La mancanza dell’affollamento isterico ha fatto sì che si potesse attraversare le stradine e vivere i relativi eventi con molta più tranquillità, fermandosi ad osservare, sostare, partecipare e perché no, anche riflettere. E ciò mi ha permesso di realizzare molte più fotografie rispetto alla 1a serata.

Certo ho gustato un paninazzo con porchetta, una birra rossa che scendeva giù che era una meraviglia e concluso il tutto con un mega gelato davvero ottimo. Ma ho “gustato” anche altro: ad esempio ho potuto ammirare con la dovuta attenzione i colori e i soggetti dei quadri appesi non solo per strada, ma anche alla mostra collocata all’interno del Castello di Castrovillari e fra tutti quei colori spiccava il bianco e nero della creazione dell’artista saracenaro Francesco Gagliardi.

Ho potuto ammirare la fine di uno spettacolo di bolle di sapone, parte di un concerto di jazz, maschere, addobbi, ancora Madonne che spuntavano quasi a voler sorprendere lo spettatore, ma…

…ma c’è una cosa che mi ha colpito molto. Sto parlando della mostra sulla Legalità. Il primo giorno, come ho detto in precedenza, la gente era talmente tanta che non solo non vi è stato modo e tempo di “viverla” a dovere questa mostra, ma non mi ero resa nemmeno conto che le stanze allestite erano 3 e non 2.

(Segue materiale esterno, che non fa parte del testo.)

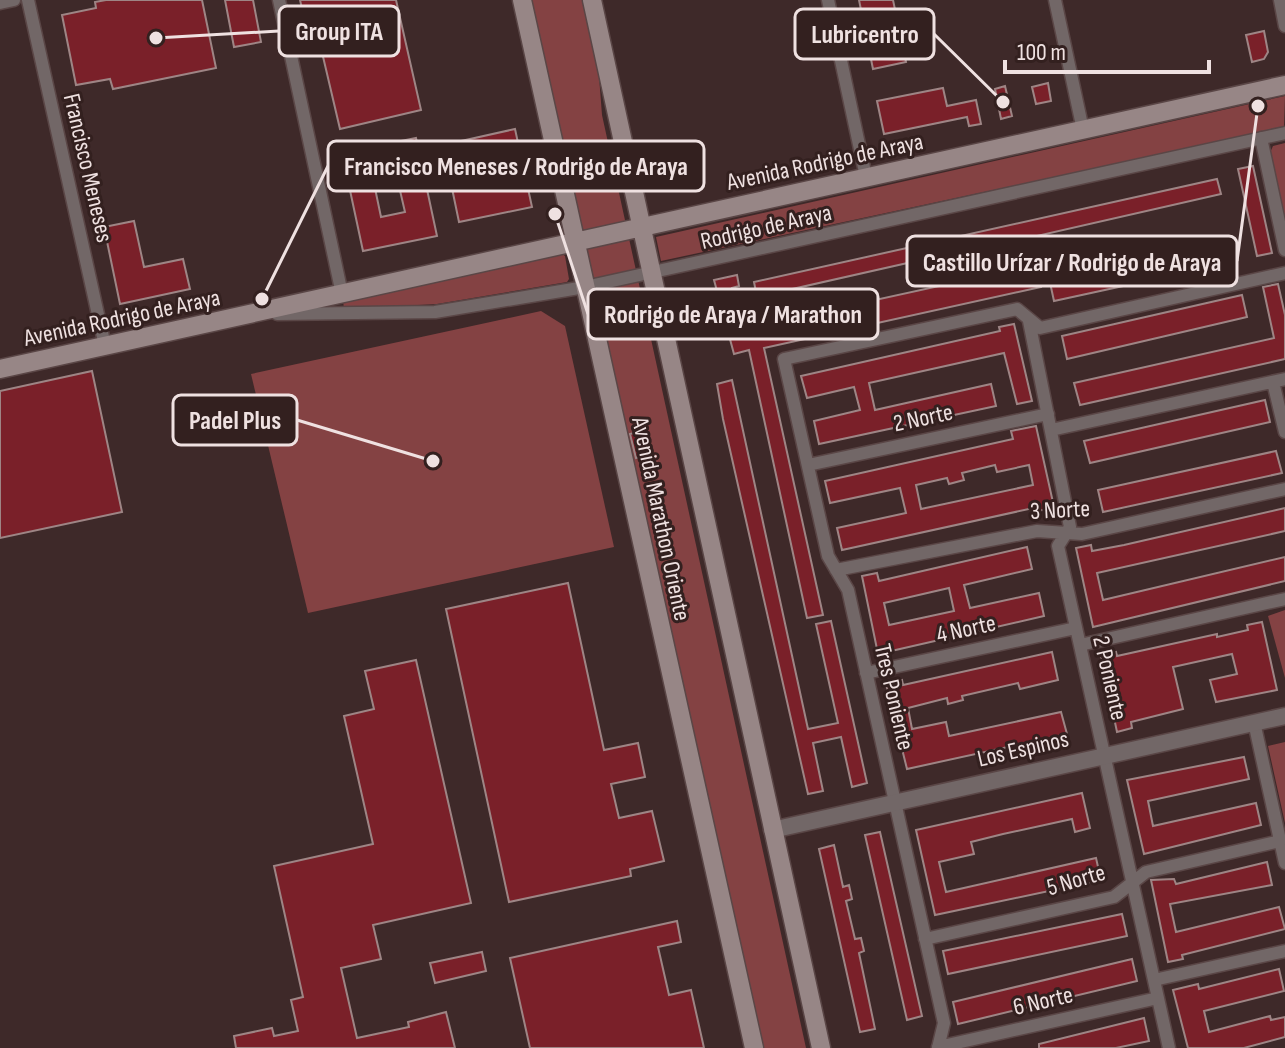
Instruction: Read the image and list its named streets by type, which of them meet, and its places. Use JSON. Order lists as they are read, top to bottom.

Andiamo con ordine: Il Castello di Castrovillari ha origini tardo-medievali, ristrutturato nel 1490 da Ferdinando D’Aragona e dal 1495 al 1995 fu adibito a carcere; dopo il 1995 è stato nuovamente rimaneggiato (affatto bene, secondo me) sino ad avere l’aspetto odierno. Quindi collocare all’interno di un ex-carcere una mostra sulla Legalità è una scelta ponderata e nient’affatto banale. Quasi a voler dire: “ci si può liberare! Dal marcio, dalle sbarre soprattutto mentali, dalla malavita“.

Quasi certamente la mostra è nata in collaborazione con un lavoro scolastico (e dico “quasi certamente” perché l’ho dedotto dalle opere poste all’entrata, dato che non vi era nessuno a cui poter chiedere!!).

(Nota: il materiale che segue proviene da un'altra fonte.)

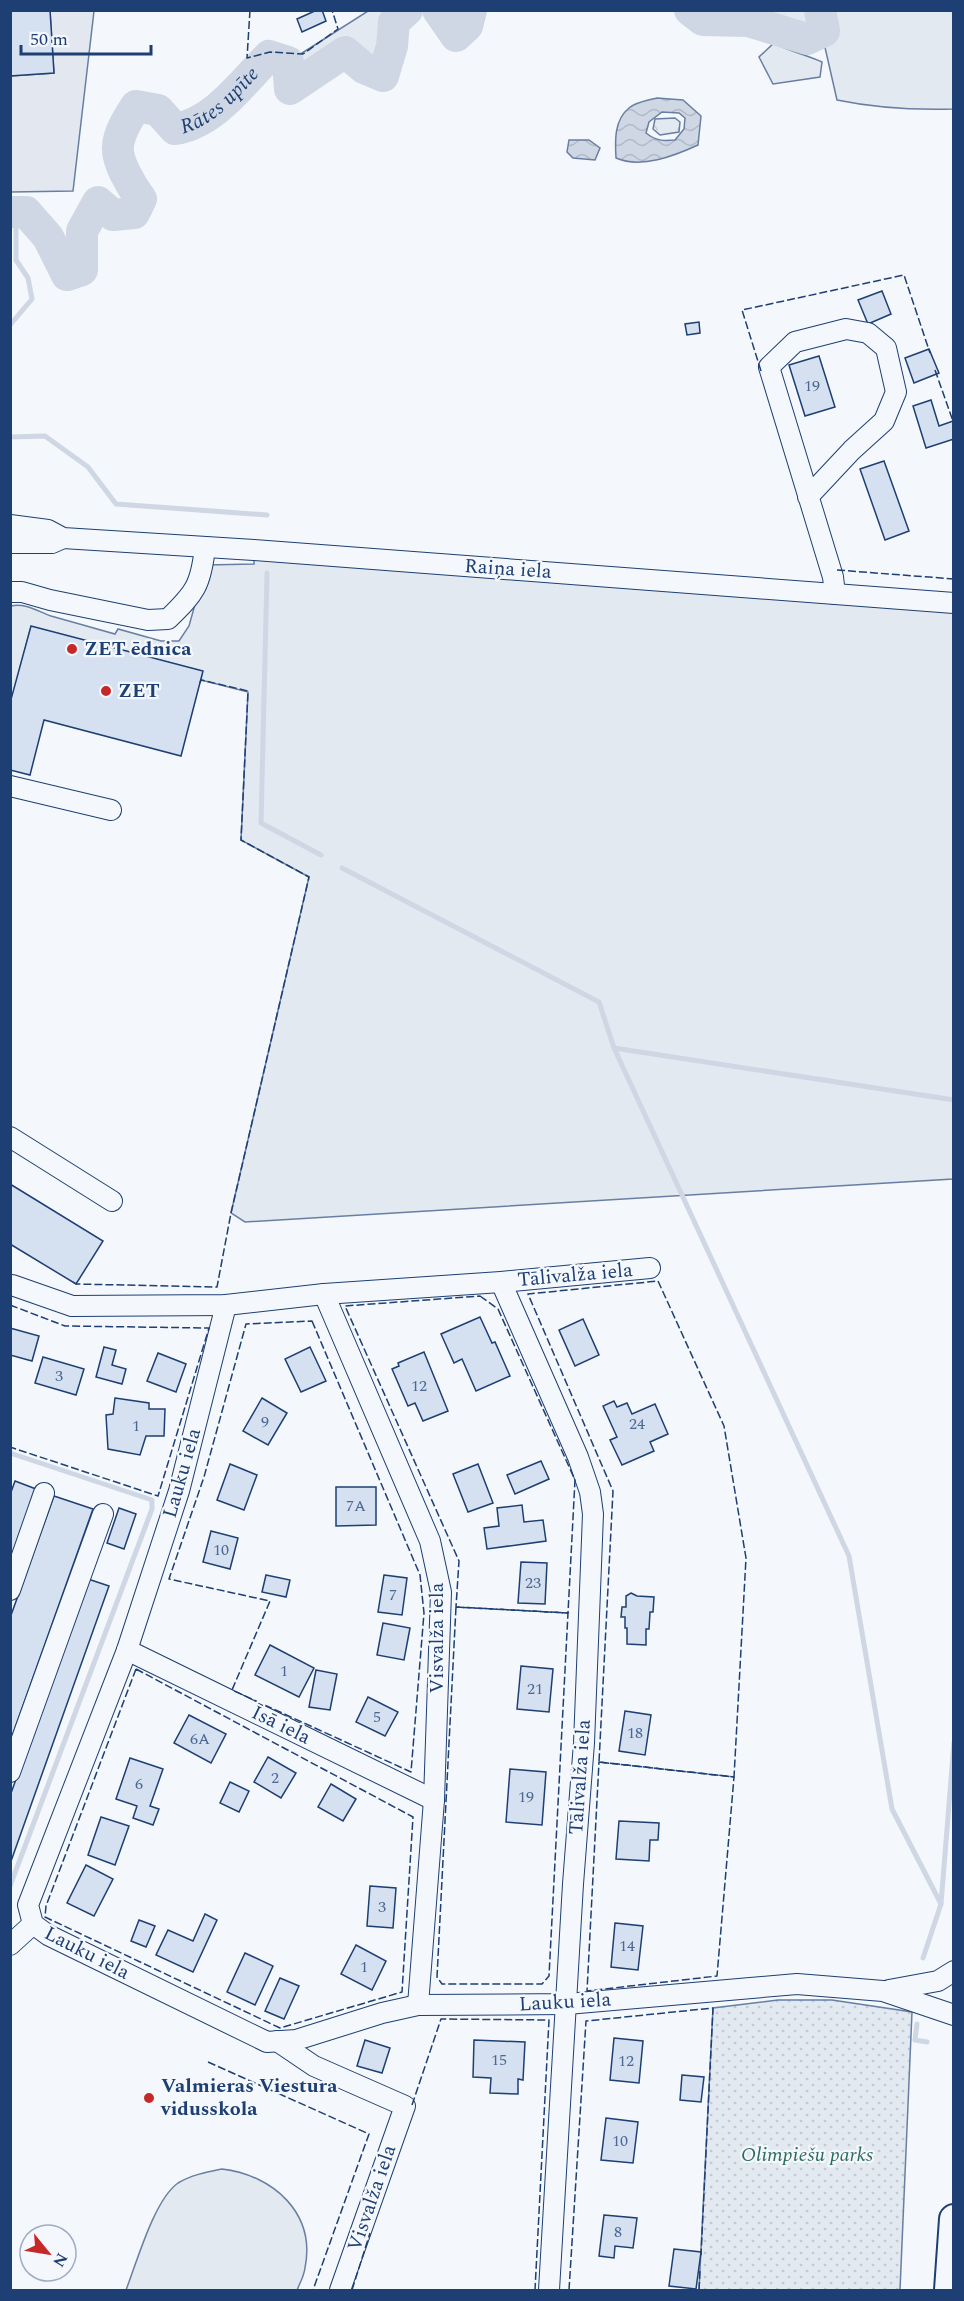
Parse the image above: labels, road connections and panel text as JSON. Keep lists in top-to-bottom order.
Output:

Nella 1a stanza, all’interno dell’ex cella e sulle pareti del breve corridoio vi è l’installazione con foto, articoli di giornale ed oggetti riguardanti Peppino Impastato, Aldo Moro ed altri attentati.

Nella 2a stanza troviamo reperti fotografici, fumetti, ancora articoli di giornale e parti d’automobile richiamanti gli attentati ai giudici Falcone e Borsellino e al generale Dalla Chiesa, più un ritratto di Leonardo Sciascia che nel 1979 si candidò al Parlamento Europeo e che una volta eletto si occupò dei Lavori di Commissione d’Inchiesta sulla Strage di Via Fani.

Ma è la 3a stanza che appare come un “pugno nello stomaco” (non che le altre non lo siano, ma essendo più “conosciute e studiate” -passatemi questi termini forti e provocatori- sono appunto “stragi conosciute” ed è il non conosciuto che ancora oggi sgomenta). Ammetto l’ignoranza sulla Strage di Pizzolungo avvenuta nel 1985, dove persero la vita Barbara Rizzo ed i suoi bambini Salvatore e Giuseppe (io nascerò qualche anno dopo, per questo la mia mancanza sull’accaduto anche se il “non esserci” non può essere una giustificazione). Vedere a terra giocattoli, peluche, un grembiule scolastico, nonché la foto ritraente le vittime, mi ha fatto venire la pelle d’oca.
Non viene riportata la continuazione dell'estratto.